Raw data START

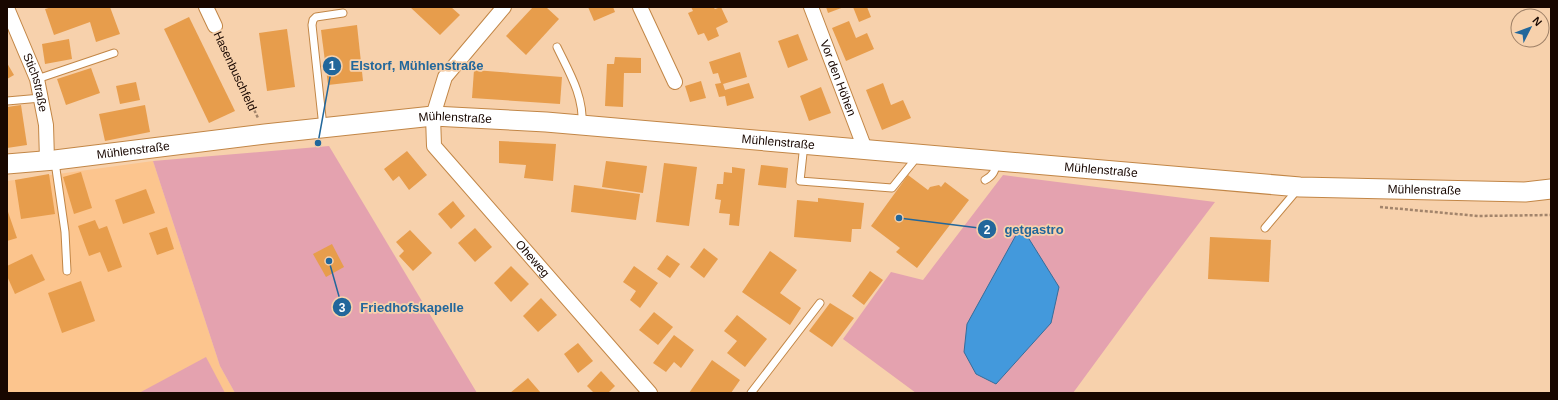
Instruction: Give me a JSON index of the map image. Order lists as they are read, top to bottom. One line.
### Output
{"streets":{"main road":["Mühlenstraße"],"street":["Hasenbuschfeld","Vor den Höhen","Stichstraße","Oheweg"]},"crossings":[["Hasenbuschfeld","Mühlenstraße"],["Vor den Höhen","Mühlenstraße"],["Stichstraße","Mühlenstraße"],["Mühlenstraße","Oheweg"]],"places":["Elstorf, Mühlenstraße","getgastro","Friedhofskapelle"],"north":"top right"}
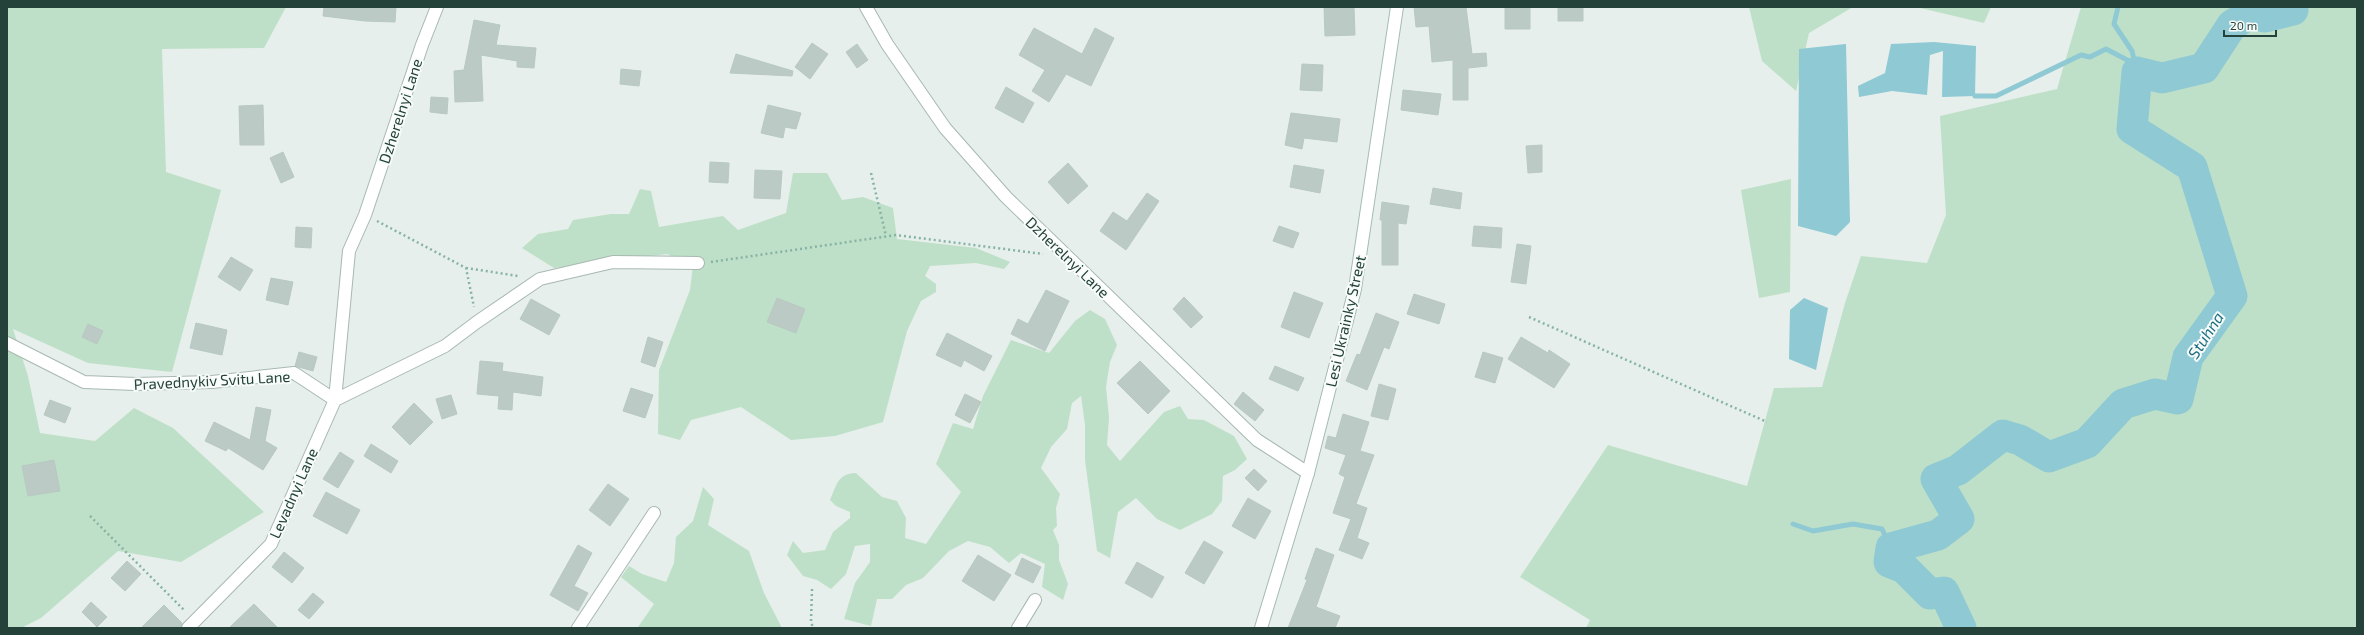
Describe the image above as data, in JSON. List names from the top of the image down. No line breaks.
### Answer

Raw data END
Raw data START

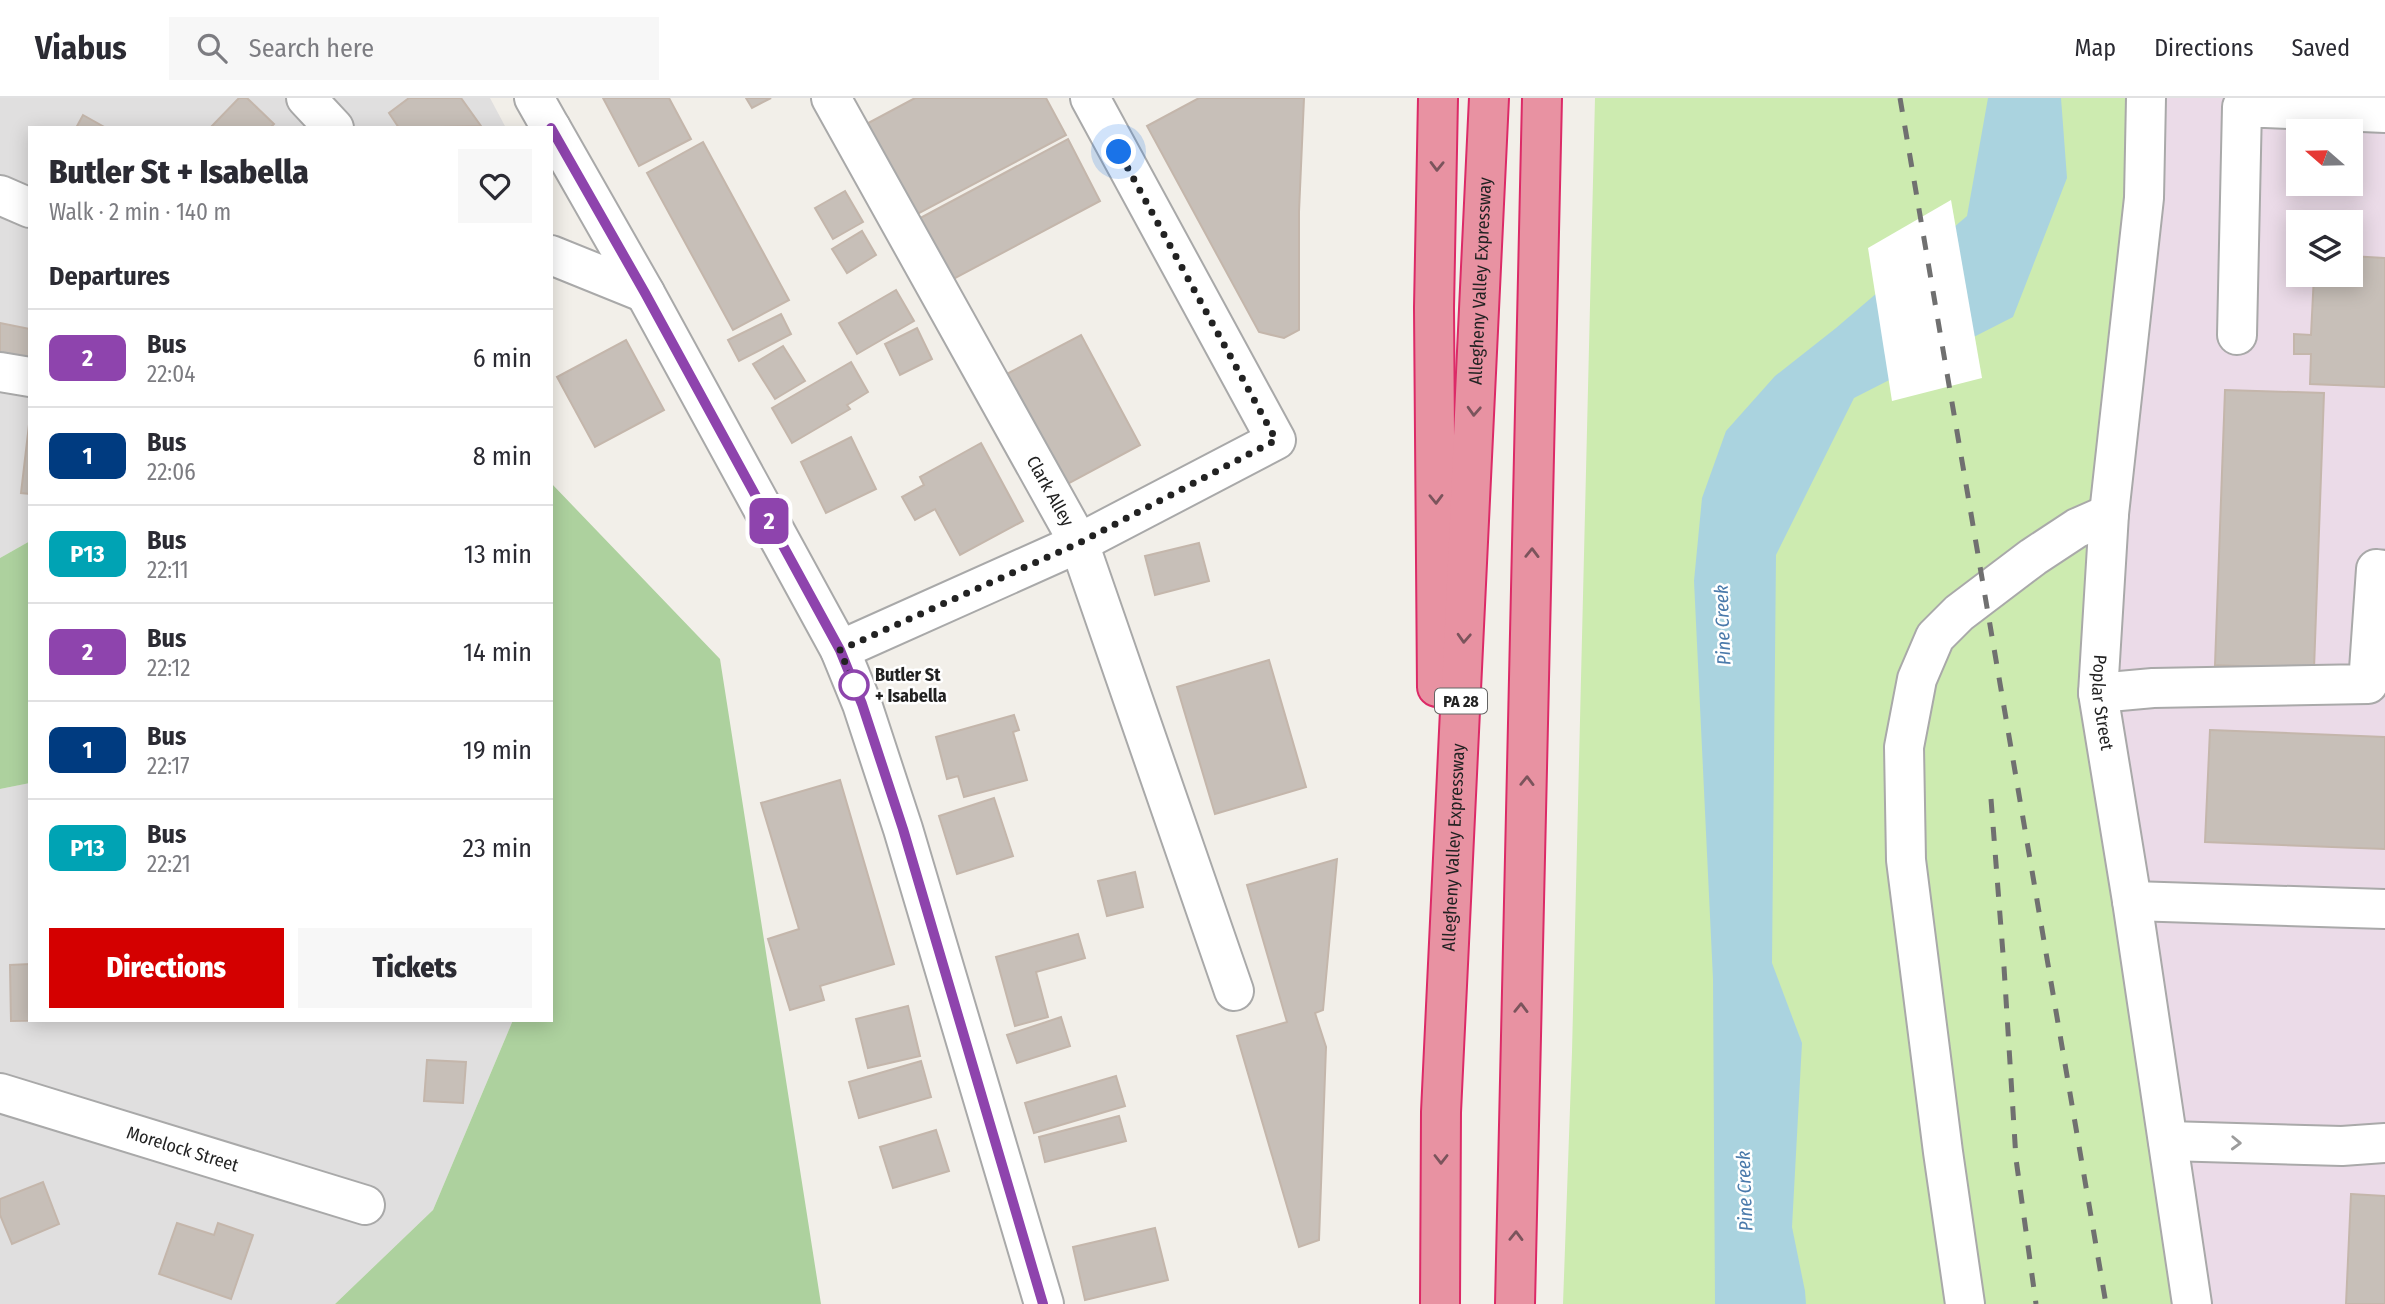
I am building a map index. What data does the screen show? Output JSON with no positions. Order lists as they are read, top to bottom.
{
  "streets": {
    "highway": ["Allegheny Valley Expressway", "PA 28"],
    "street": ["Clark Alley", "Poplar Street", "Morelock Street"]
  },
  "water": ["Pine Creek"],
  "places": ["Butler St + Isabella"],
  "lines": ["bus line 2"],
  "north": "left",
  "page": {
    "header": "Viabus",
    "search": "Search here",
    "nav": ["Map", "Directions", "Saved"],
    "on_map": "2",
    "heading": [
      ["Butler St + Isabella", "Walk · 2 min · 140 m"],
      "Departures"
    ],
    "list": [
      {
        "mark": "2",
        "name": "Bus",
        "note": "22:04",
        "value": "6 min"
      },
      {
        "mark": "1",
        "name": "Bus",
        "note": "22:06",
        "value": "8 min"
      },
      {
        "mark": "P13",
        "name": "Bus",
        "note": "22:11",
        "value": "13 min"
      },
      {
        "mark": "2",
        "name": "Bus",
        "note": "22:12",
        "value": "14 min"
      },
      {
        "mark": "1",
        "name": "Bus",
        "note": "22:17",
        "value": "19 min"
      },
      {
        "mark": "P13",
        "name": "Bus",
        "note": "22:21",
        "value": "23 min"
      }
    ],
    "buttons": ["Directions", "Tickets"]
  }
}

Raw data END
Raw data START

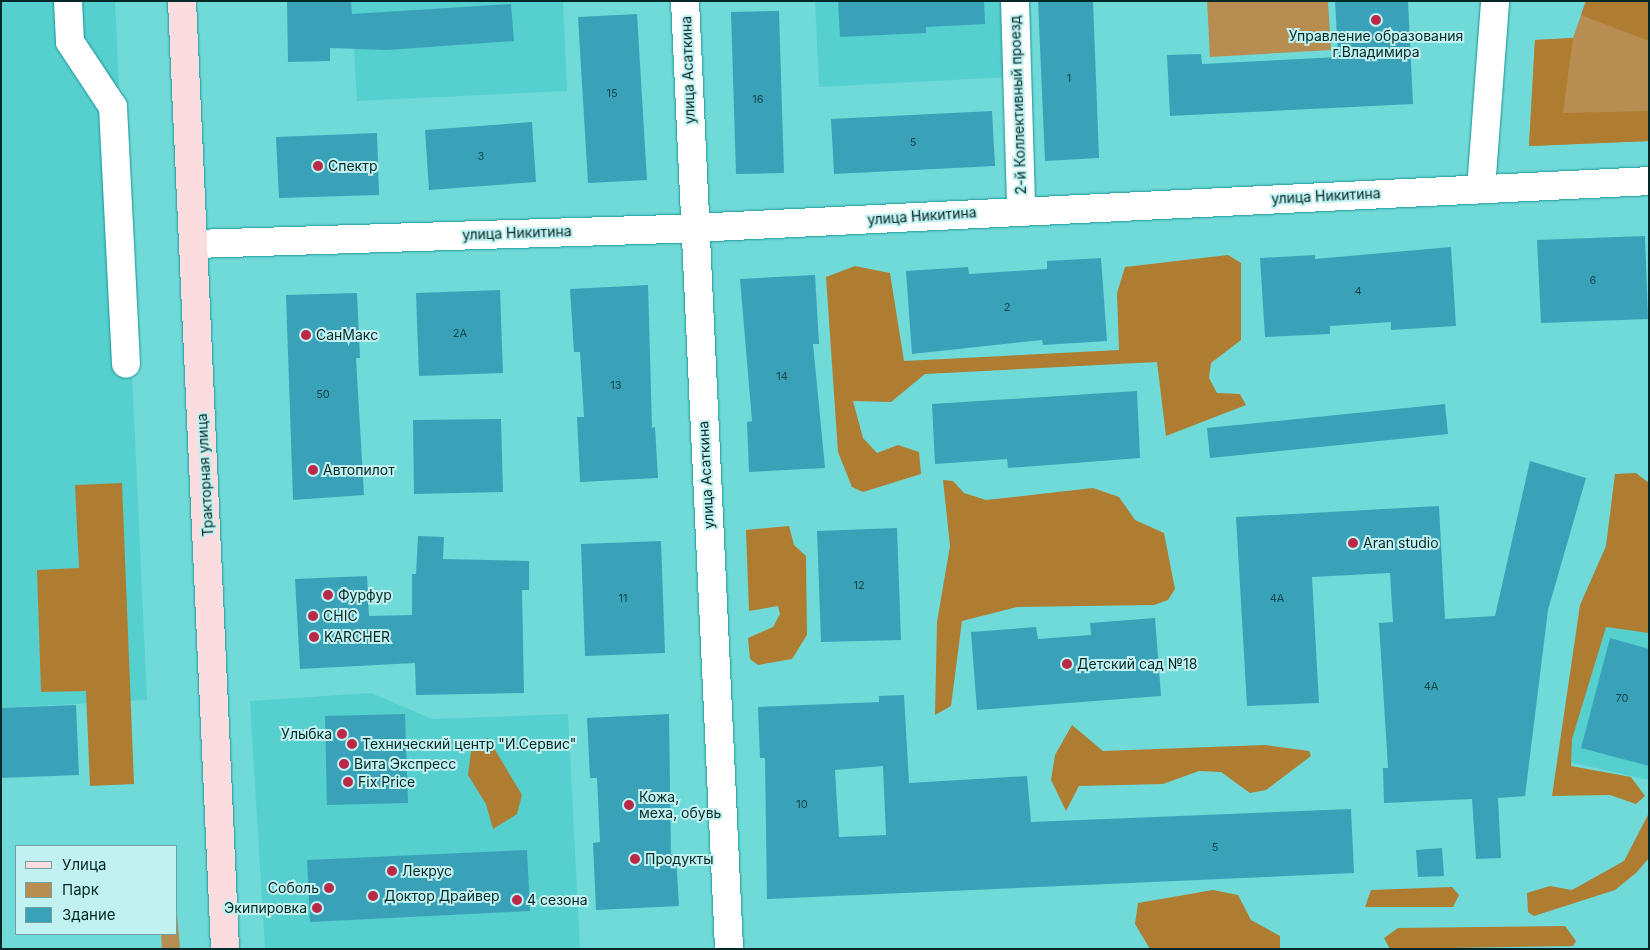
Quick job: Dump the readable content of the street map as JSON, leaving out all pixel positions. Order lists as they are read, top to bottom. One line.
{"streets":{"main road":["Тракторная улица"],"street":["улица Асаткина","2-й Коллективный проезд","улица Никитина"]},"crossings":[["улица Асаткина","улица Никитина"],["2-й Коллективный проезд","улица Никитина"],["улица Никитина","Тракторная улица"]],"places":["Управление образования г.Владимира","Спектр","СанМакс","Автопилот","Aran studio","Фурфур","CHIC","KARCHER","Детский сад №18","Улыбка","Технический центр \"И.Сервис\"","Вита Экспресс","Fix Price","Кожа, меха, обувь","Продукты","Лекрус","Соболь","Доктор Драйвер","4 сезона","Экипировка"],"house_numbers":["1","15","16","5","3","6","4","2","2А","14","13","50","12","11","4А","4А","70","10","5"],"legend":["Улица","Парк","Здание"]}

Raw data END

● Directions for this task
Please report how many lines in the records above contain the word "image", and give nothing but the number.

● Solution to this problem
2